◆ What is expected: How many lines in the records below contain the string "each"? Answer with the number alone.

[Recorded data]
---*---
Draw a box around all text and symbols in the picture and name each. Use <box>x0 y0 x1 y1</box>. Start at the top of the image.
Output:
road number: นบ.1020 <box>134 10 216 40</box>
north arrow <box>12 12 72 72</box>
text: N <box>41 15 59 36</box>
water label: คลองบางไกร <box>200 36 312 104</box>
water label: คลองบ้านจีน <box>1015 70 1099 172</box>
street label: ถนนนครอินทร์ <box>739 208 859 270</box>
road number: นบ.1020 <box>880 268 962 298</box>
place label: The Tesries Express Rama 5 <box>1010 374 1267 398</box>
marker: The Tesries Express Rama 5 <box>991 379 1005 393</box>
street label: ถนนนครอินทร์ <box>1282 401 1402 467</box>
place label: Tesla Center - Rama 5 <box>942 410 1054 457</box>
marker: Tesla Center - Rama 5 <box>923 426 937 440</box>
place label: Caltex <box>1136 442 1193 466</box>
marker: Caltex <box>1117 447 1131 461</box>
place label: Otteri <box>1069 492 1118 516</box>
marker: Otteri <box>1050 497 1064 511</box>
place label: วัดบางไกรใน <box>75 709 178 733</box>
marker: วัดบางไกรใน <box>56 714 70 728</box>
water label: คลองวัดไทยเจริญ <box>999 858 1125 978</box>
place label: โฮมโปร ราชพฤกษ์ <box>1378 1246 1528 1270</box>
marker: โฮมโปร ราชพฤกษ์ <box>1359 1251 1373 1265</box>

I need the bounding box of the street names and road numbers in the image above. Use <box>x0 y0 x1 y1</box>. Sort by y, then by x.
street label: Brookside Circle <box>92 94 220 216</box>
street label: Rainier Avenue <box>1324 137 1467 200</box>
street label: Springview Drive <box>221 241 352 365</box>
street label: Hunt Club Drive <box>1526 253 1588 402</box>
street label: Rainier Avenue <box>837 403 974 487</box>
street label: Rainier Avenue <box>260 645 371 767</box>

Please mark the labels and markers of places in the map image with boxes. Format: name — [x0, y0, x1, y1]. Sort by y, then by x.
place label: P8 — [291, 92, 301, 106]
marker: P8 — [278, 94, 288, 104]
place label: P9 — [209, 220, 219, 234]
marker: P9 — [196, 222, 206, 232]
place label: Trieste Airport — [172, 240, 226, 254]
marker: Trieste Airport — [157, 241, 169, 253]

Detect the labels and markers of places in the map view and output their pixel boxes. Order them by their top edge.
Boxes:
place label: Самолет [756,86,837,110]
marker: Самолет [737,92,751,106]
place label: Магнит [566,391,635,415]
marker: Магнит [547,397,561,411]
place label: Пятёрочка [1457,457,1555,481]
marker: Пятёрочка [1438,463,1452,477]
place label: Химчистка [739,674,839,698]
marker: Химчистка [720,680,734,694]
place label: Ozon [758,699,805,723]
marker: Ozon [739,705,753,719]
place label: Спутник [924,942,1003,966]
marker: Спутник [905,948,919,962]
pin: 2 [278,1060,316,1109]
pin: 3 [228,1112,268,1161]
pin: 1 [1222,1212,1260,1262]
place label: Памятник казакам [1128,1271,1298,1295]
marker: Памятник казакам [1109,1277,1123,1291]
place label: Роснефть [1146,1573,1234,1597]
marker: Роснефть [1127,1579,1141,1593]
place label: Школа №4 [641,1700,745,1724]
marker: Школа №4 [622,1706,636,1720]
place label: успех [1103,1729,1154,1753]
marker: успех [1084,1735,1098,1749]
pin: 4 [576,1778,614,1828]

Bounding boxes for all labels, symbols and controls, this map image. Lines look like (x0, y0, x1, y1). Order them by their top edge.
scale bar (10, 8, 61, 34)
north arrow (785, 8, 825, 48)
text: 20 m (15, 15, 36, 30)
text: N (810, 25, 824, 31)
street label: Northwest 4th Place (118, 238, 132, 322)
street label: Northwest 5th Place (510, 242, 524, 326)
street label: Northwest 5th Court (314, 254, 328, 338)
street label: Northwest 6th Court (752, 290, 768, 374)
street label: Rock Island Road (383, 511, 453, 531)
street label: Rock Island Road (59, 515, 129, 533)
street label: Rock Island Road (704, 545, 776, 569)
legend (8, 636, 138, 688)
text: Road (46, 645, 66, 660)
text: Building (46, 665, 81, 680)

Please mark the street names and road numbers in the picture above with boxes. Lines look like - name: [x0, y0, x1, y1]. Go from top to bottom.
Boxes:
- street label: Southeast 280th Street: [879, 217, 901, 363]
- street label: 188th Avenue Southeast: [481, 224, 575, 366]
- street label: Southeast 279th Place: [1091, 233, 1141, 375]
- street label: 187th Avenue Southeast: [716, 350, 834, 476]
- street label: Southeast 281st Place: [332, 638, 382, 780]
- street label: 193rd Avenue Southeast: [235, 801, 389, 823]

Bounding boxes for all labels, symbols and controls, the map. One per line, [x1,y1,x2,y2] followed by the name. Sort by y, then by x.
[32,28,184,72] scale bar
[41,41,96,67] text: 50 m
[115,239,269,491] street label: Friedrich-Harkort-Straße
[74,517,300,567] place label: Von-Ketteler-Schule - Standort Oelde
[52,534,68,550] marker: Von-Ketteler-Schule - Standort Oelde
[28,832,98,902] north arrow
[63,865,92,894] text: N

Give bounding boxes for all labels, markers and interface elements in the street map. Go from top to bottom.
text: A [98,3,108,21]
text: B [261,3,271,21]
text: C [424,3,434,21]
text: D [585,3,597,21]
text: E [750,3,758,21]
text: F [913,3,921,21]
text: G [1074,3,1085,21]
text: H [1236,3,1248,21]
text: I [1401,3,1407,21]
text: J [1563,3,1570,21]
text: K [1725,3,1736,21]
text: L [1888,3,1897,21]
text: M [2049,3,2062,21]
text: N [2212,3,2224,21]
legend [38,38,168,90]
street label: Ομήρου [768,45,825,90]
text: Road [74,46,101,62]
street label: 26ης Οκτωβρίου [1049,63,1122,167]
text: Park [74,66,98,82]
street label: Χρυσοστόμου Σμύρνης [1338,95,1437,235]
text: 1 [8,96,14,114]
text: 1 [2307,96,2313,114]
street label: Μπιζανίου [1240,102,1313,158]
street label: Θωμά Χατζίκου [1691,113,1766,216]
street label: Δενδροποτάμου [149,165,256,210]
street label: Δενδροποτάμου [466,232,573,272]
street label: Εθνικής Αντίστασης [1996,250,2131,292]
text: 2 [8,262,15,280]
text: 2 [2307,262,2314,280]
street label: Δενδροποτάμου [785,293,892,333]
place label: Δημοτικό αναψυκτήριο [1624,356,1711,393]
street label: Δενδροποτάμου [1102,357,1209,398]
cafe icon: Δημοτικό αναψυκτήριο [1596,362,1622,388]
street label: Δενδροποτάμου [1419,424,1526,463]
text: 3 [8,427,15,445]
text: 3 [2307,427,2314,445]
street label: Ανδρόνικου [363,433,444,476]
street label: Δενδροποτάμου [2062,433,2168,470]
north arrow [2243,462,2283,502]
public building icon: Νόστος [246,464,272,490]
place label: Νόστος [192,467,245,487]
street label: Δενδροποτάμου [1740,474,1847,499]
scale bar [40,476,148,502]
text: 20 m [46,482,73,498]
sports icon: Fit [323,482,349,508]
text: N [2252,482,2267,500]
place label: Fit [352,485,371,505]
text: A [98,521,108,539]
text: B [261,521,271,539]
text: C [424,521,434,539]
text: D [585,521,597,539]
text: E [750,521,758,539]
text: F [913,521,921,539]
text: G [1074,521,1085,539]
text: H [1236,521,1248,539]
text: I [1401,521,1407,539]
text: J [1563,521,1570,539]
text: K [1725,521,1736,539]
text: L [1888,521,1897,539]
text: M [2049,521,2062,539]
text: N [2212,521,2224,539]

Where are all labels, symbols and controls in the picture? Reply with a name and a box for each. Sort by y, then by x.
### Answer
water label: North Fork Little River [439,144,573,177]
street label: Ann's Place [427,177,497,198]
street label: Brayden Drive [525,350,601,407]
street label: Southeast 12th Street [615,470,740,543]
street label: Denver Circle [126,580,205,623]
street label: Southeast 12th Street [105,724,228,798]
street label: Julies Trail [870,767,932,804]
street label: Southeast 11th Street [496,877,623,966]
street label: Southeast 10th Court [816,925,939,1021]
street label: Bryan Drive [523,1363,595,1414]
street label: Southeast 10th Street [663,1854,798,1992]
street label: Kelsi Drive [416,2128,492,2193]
---*---
◆ Solution for this exercise: 2